THE PROBLEM: The answer is the line that contains "For a GIS import: Build" followed by every later line of the entries below, each repeated exactly, and nothing else.

GIVEN ENTRIES:

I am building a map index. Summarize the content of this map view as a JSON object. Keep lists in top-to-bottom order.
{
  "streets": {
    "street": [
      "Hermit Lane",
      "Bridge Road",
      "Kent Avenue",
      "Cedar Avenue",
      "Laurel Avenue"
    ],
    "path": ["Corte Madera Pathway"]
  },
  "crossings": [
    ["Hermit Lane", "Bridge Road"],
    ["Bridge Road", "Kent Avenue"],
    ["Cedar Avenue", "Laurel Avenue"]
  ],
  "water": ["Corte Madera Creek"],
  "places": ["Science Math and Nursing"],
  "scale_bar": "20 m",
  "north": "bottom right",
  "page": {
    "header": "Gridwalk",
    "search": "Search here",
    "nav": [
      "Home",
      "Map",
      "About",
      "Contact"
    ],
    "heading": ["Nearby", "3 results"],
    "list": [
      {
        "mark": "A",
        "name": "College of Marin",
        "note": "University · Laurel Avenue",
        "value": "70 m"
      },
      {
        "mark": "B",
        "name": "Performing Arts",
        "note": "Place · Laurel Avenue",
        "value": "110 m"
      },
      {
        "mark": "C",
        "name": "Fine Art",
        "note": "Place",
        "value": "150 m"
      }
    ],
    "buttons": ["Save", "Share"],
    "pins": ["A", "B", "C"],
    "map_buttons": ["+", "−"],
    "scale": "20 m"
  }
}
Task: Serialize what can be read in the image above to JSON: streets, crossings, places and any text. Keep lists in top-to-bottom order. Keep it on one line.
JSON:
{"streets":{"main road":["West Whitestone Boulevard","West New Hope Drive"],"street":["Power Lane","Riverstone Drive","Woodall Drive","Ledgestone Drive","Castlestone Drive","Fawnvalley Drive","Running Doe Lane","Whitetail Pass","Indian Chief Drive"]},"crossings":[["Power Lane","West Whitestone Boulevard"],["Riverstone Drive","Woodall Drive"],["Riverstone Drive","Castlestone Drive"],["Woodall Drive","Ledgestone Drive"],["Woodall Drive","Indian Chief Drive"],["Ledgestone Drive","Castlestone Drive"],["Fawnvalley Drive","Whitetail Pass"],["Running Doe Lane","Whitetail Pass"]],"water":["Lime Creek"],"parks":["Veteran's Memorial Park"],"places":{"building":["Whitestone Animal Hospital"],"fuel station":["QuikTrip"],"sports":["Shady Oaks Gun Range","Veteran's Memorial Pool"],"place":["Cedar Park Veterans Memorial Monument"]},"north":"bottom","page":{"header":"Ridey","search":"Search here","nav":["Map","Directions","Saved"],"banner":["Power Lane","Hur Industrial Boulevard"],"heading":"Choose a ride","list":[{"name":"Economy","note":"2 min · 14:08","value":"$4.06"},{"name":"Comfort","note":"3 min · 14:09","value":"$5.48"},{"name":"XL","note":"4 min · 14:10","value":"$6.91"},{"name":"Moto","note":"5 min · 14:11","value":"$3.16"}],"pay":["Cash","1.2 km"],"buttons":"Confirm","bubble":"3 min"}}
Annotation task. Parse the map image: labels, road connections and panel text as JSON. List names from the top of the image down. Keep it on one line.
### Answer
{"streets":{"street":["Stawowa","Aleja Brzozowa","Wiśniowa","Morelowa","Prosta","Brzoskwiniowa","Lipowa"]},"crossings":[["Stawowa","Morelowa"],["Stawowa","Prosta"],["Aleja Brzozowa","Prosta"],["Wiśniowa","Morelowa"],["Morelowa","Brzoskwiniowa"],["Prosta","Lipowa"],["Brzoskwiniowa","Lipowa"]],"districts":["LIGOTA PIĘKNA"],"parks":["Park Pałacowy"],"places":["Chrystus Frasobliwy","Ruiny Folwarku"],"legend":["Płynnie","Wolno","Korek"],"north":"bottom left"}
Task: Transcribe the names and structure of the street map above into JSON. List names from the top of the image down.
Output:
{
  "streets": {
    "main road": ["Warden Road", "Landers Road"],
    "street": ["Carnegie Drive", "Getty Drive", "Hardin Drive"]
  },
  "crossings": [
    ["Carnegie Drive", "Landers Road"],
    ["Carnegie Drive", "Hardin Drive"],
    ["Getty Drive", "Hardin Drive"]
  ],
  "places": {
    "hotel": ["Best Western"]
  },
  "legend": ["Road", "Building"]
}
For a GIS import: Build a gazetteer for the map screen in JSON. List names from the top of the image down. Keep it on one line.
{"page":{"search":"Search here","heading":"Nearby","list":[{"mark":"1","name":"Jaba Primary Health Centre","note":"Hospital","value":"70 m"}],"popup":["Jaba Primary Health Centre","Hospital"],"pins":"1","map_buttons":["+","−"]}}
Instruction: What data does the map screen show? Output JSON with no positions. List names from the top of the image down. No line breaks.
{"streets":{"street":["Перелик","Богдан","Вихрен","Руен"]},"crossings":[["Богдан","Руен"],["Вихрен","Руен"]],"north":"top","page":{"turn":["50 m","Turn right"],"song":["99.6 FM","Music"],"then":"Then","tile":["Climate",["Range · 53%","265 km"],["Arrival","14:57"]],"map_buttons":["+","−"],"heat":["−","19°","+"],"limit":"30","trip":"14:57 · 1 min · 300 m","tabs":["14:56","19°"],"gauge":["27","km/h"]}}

FINISHED TASK:
For a GIS import: Build a gazetteer for the map screen in JSON. List names from the top of the image down. Keep it on one line.
{"page":{"search":"Search here","heading":"Nearby","list":[{"mark":"1","name":"Jaba Primary Health Centre","note":"Hospital","value":"70 m"}],"popup":["Jaba Primary Health Centre","Hospital"],"pins":"1","map_buttons":["+","−"]}}
Instruction: What data does the map screen show? Output JSON with no positions. List names from the top of the image down. No line breaks.
{"streets":{"street":["Перелик","Богдан","Вихрен","Руен"]},"crossings":[["Богдан","Руен"],["Вихрен","Руен"]],"north":"top","page":{"turn":["50 m","Turn right"],"song":["99.6 FM","Music"],"then":"Then","tile":["Climate",["Range · 53%","265 km"],["Arrival","14:57"]],"map_buttons":["+","−"],"heat":["−","19°","+"],"limit":"30","trip":"14:57 · 1 min · 300 m","tabs":["14:56","19°"],"gauge":["27","km/h"]}}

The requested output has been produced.